Moreover. As may be recalled, the plaintiffs claimed that if they had known about the restitution clause, they would not have entered into contracts with defendant 4 (see, for example, paragraph 12 of Mr. Horowitz's affidavit; paragraph 21 of the affidavit of the transfer of the venue of the Junger hearing). In other words, all the plaintiffs claimed that it was sufficient that they knew about clause 15 of the lease contract with the manager, in order to cause them not to enter into contracts with defendant 4, "for what reasonable person purchases land for the purpose of the settlement in order for it to be returned to the manager?" (paragraph 21 of the affidavit of the transfer of the place of the Junger hearing). This means that they did not argue and believed that the defendants should have examined the Administration's policy with respect to the rezoning stipulation, and that their mere knowledge of the stipulation was sufficient to cause them not to enter into a contractual contract.
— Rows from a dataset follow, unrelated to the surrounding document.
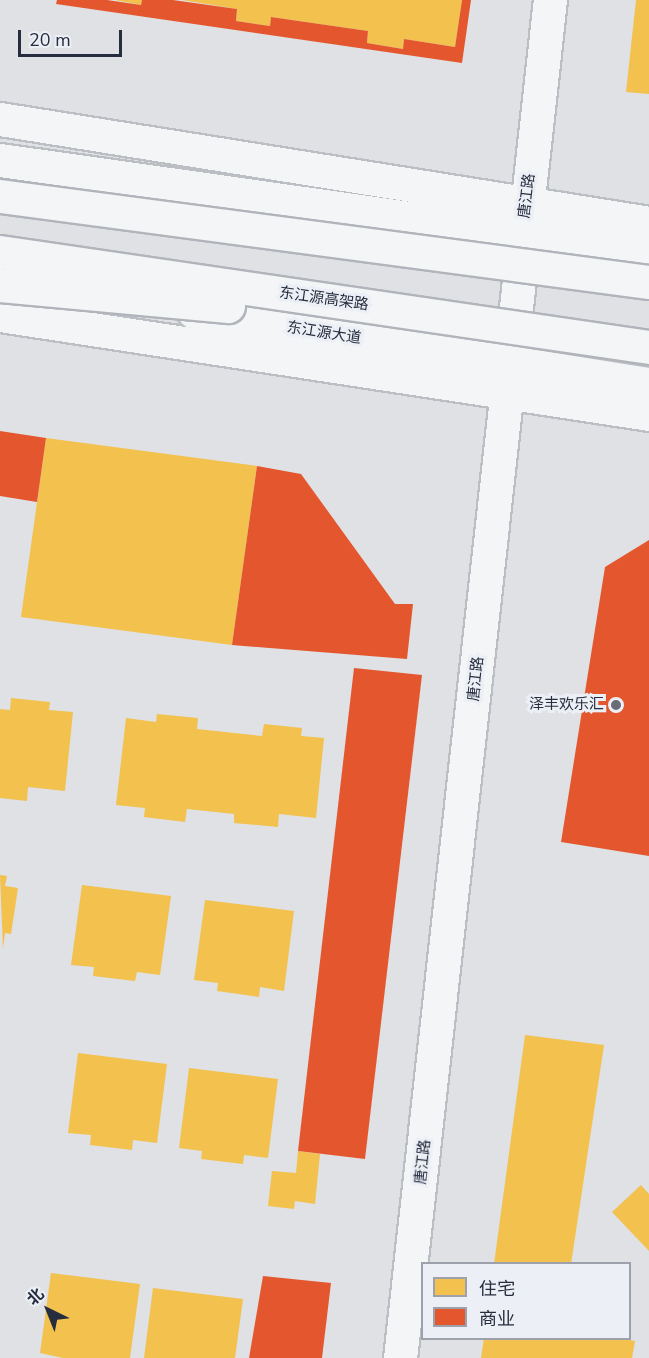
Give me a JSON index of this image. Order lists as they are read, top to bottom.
{
  "streets": {
    "main road": ["唐江路", "东江源高架路", "东江源大道"]
  },
  "crossings": [
    ["唐江路", "东江源大道"]
  ],
  "places": ["泽丰欢乐汇"],
  "legend": ["住宅", "商业"],
  "scale_bar": "20 m",
  "north": "top left"
}
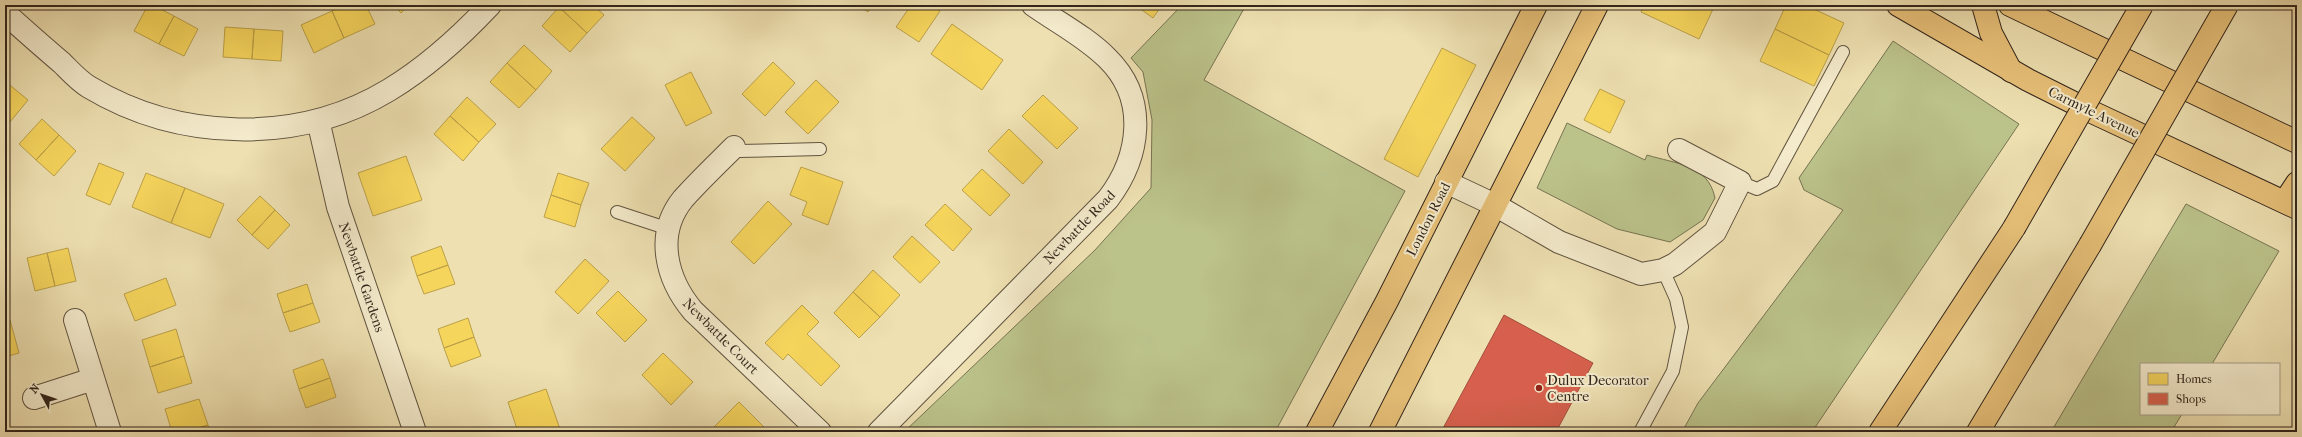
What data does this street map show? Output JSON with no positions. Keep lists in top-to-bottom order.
{
  "streets": {
    "main road": ["Carmyle Avenue", "London Road"],
    "street": ["Newbattle Road", "Newbattle Gardens", "Newbattle Court"]
  },
  "places": ["Dulux Decorator Centre"],
  "legend": ["Homes", "Shops"],
  "north": "top left"
}
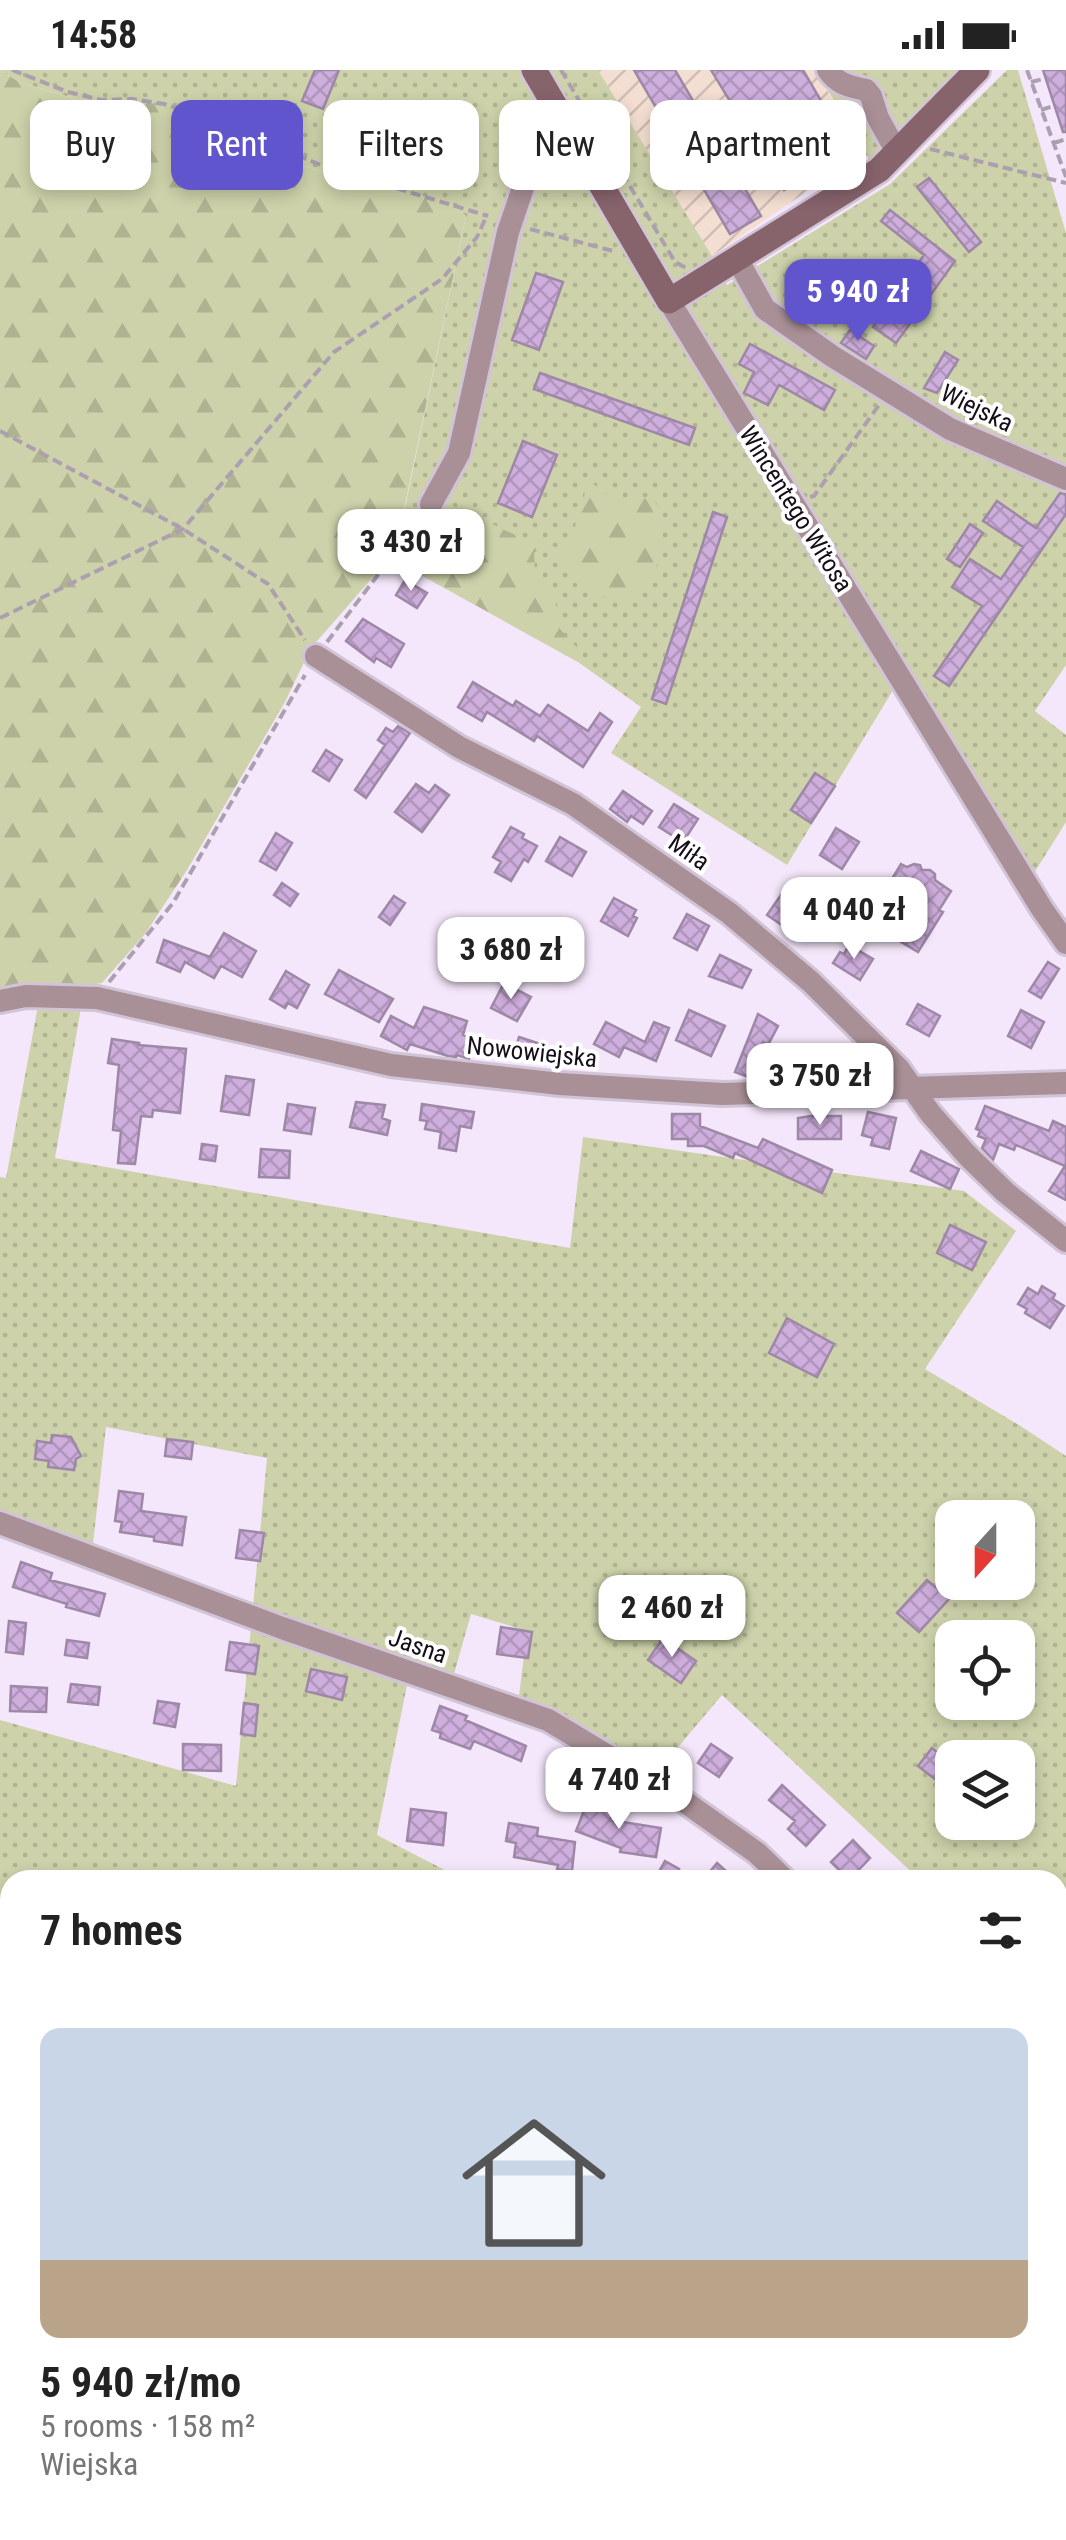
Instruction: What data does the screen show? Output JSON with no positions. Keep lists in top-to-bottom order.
{
  "streets": {
    "street": [
      "Wiejska",
      "Wincentego Witosa",
      "Miła",
      "Nowowiejska",
      "Jasna"
    ]
  },
  "crossings": [
    ["Miła", "Nowowiejska"]
  ],
  "north": "bottom",
  "page": {
    "status": "14:58",
    "chip": [
      "Buy",
      "Rent",
      "Filters",
      "New",
      "Apartment"
    ],
    "price": [
      "5 940 zł",
      "3 430 zł",
      "4 040 zł",
      "3 680 zł",
      "3 750 zł",
      "2 460 zł",
      "4 740 zł"
    ],
    "heading": "7 homes",
    "list": [
      {
        "name": "5 940 zł/mo",
        "note": "5 rooms · 158 m² · Wiejska"
      }
    ]
  }
}
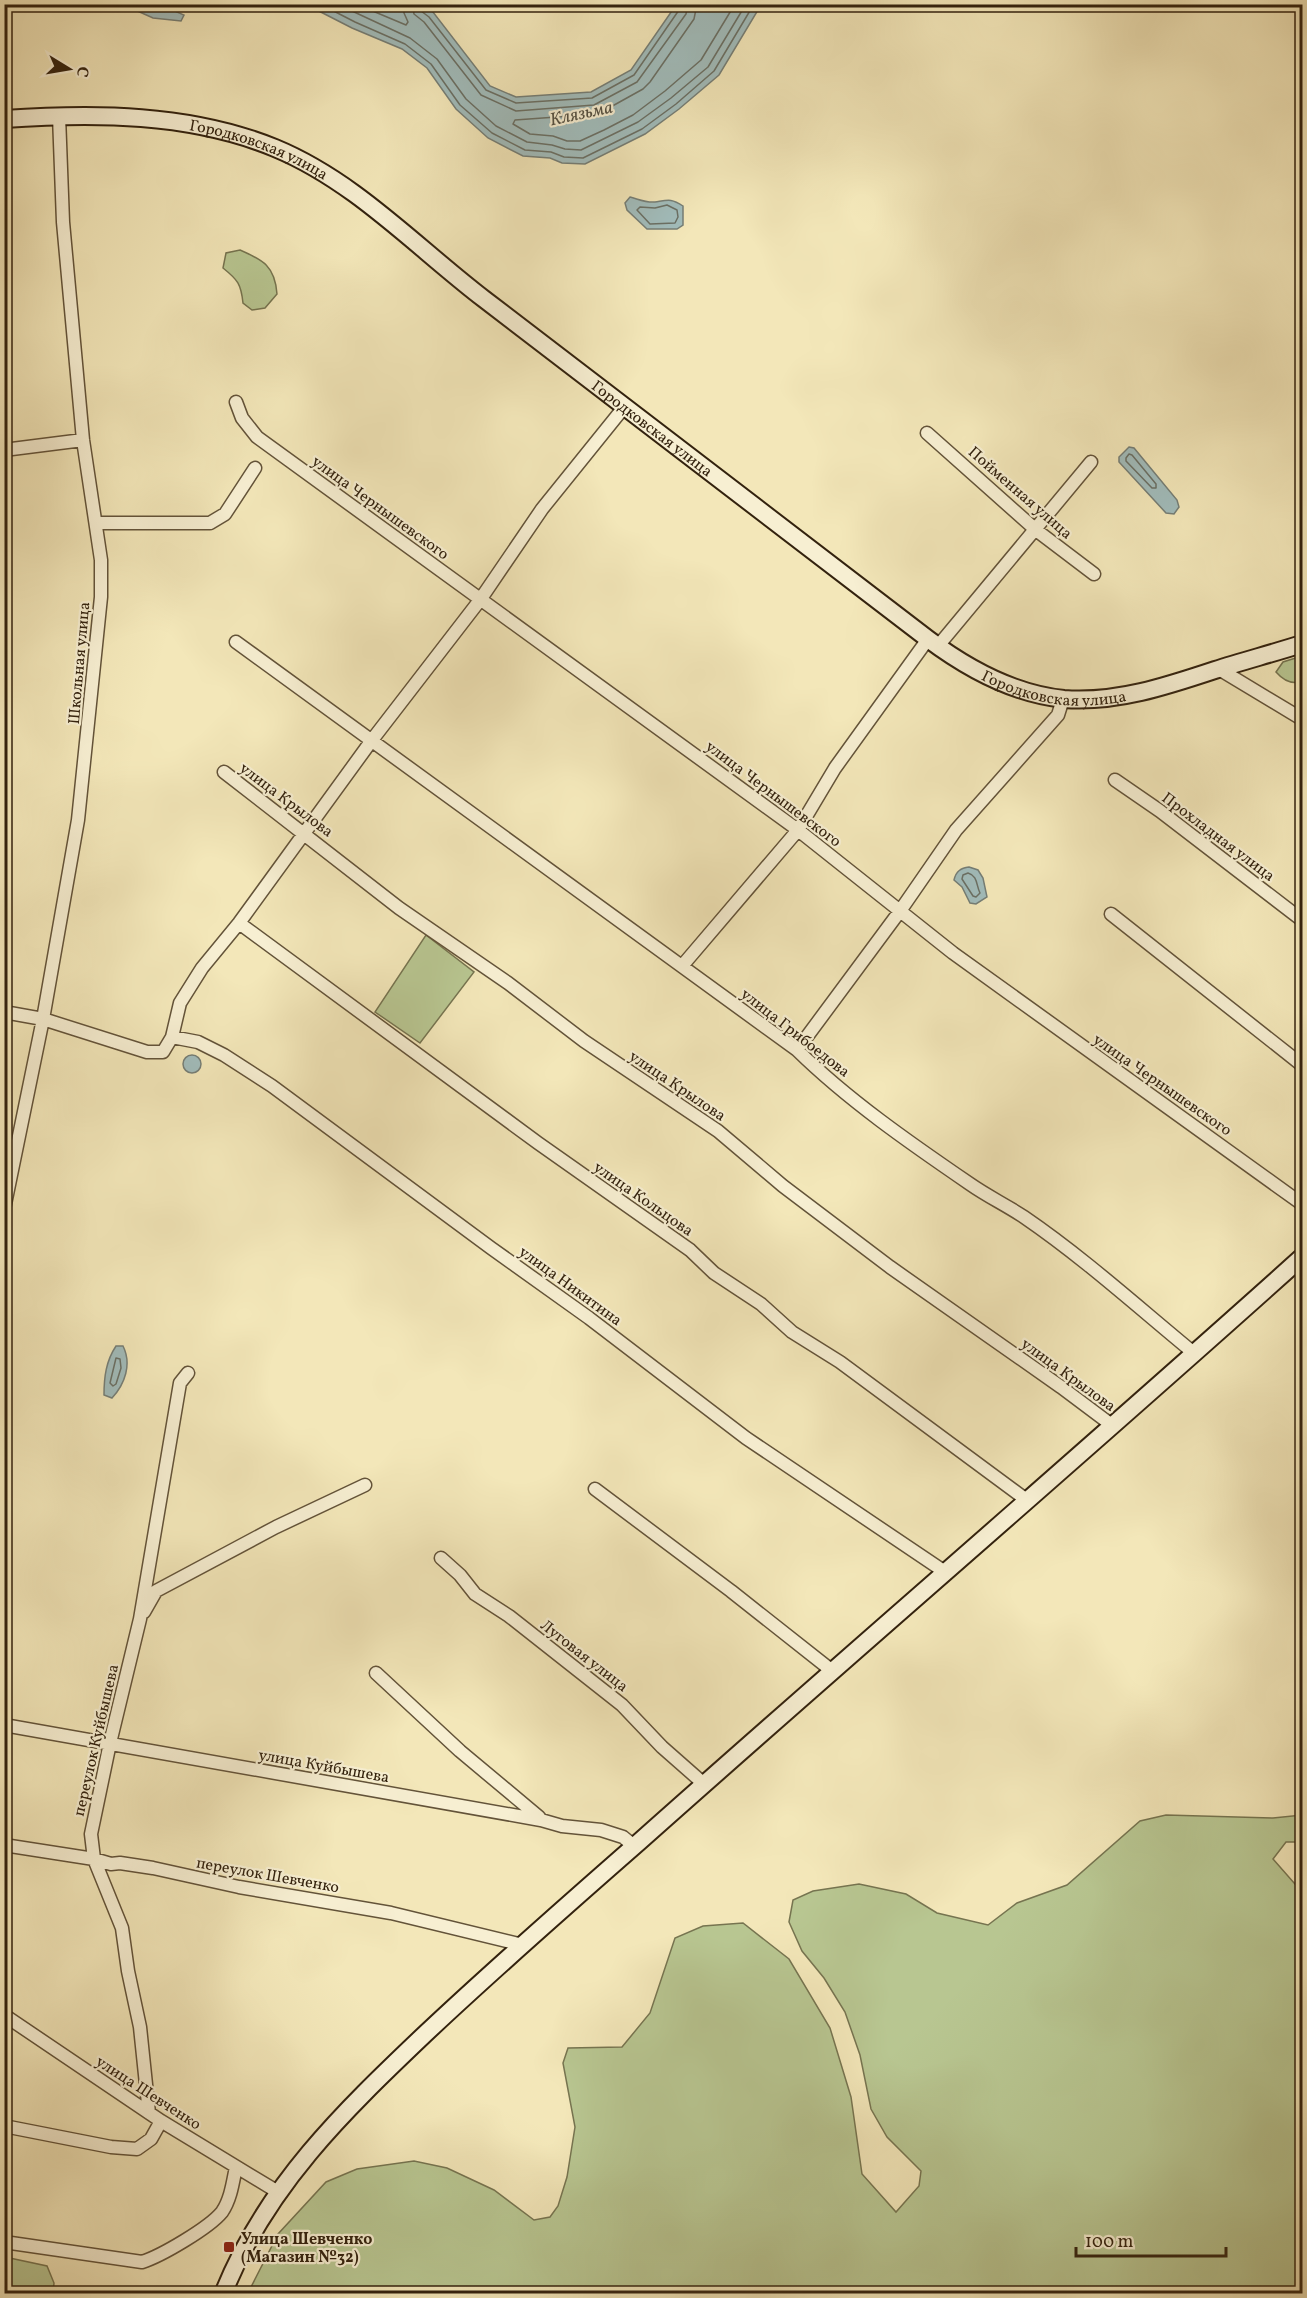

In general, since the transfer of the venue of the Goren hearing gave to the transfer of the venue of the meeting place of the concealed meeting, and even informed him specifically about clause 15, I am of the opinion that the transfer of the place of discussion Goren was entitled to assume that the transfer of the venue of the meeting would inform his clients of this, as he was their representative. In fact, from the date on which plaintiffs 3-7 were presented by the transfer of a concealed hearing place, it is doubtful whether Goren was entitled to speak with them - as opposed to with their counsel - in order to inform them at the same time about section 15 or about another relevant detail.
This is the case with regard to the transfer of the Goren hearing place.
- Whether the transfer of the place of hearing was made by Mualem, as the counsel for plaintiffs 3-7, informed them about the lease contract, and in particular regarding clause 15 of the lease contract
There is no dispute that after the transfer of the venue, Mualem served as counsel for plaintiffs 3-7 in the transactions that are the subject of the lawsuit, and even generated invoices for fees for payments he received from them. The rule before us is that a lawyer owes a duty of fiduciary duty and a duty of care towards his clients, and he is required to defend their interests and act for them skillfully, professionally and faithfully (Civil Appeal 2625/02 Silvio Nahum, Adv. Rachel Dornbaum, 58(3) 385 (2004). hereinafter: "The Dornbaum Case"). This breach of duty establishes liability by virtue of the tort of negligence in the Torts Ordinance [New Version], and it may also create a basis for contractual liability. In the Dornbaum case, it was held that an additional source of a lawyer's duty of loyalty towards his client is found in the Courier Law, 5725-1965. This obligation is based on the power of attorney entrusted by the client to the lawyer. The required standard of conduct is in accordance with the level of skill and caution required of a professional towards whom he is indebted, along with the rules of ethics that determine the appropriate norms of behavior for a lawyer. In the meantime, when a lawyer prepares a contract, he must ensure the rights of his clients on the most beneficial side (Bar Association Appeal 2/80 Anonymous v. District Committee of the Israel Bar Association, Tel Aviv-Yafo, 34(4) 707 (1980); hereinafter: "The Certain Case").